Asselya segurou meu braço enquanto começávamos a correr, as sombras abrindo um caminho para nós. Nossa casa ficava a menos de dez minutos dali, mas agora essa distância parecia enorme. Precisávamos saber se Cor estava em casa, e então eu iria para a muralha, mesmo que ele estivesse seguro. A Guarda Real tinha dois usos para as pessoas do Nilue que prendiam: as arenas de luta ou o mercado de escravos. Eu me lembrava bem demais do que significava viver nos currais de escravos, e nunca deixaria que as pessoas com quem tinha passado os últimos nove anos fossem levadas para lá.

A casa estava completamente escura, sem nem um sinal de luz passando entre as tábuas da janela. Cor não estava ali. Abri a porta e entrei com passos rápidos, enquanto Asselya acendia uma vela. Meu par de adagas estava no seu apoio na parede do meu quarto, ao lado da porta, e eu as peguei, as enfiando nas minhas botas. Eu raramente usava as adagas, mas ninguém enfrentava a Guarda Real desarmado.

– Tamisa... E se isso for por causa do que roubou ontem? – Asselya perguntou, ainda na sala.

Como se eu fosse roubar alguma coisa que trouxesse a atenção do Rei para o Nilue. Não era tão louca assim. Aqueles escudos eram coisas de lendas meio esquecidas e eu sabia que o Rei tinha ajudado a apagar toda a nossa história. Por algum motivo, ele queria que esquecêssemos que existiram outros reinos, uma vez, e que cada um deles carregara forças diferentes. Talvez a história houvesse sido apagada para que ninguém tivesse esperança de uma vida diferente... Mas o fato era que o Rei não iria querer que o povo se lembrasse daqueles escudos, e isso significava que não atrairia atenção para a existência deles.

– O Rei precisaria admitir que os escudos existem. E isso quer dizer admitir que todas as lendas sobre os reinos antigos são verdades. Ele não vai fazer isso. – falei depressa, e então gelei. – Kihamari falou algo nesse sentido.

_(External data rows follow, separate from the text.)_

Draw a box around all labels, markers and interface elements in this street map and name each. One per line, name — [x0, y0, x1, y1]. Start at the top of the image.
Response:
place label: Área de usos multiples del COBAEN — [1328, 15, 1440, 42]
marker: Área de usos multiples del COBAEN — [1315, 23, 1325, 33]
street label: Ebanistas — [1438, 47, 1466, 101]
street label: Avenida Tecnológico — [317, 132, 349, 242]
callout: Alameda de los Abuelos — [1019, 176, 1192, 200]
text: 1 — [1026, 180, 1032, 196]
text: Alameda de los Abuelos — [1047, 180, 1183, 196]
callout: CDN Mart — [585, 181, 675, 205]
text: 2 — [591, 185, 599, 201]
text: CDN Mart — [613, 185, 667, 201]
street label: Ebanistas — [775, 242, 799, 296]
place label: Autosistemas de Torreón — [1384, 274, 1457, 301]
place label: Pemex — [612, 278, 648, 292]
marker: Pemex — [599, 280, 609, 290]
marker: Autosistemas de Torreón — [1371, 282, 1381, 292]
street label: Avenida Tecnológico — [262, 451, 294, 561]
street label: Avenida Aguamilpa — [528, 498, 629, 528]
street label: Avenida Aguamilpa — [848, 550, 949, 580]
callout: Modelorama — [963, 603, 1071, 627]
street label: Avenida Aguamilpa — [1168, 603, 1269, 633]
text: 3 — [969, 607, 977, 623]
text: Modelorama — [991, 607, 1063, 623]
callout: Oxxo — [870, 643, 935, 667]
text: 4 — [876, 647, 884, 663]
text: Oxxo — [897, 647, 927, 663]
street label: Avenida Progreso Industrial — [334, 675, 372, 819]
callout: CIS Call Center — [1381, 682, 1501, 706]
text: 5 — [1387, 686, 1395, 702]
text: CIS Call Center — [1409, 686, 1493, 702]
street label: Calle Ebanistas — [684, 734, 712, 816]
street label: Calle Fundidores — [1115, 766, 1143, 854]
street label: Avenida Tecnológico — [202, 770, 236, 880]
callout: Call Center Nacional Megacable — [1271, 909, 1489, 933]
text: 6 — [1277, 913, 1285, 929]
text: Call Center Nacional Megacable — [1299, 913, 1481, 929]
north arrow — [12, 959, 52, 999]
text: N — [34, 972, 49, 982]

A expressão de Asselya se fechou e ela me empurrou na direção da porta.

– Vai! Agora!

As sombras me envolveram assim que pisei fora de casa.

***

A Guarda cercava a muralha. O sol já havia se posto, e isto queria dizer que os portões já estavam fechados. Todos que precisavam sair de Delarna já tinham saído, mas a Guarda Real ainda estava posicionada em uma linha longa na frente da muralha. Do meu posto favorito no alto da muralha eu podia ver tochas se movendo nas ruas mais próximas e ouvir as ordens gritadas. Eles estavam fazendo uma busca pelas casas.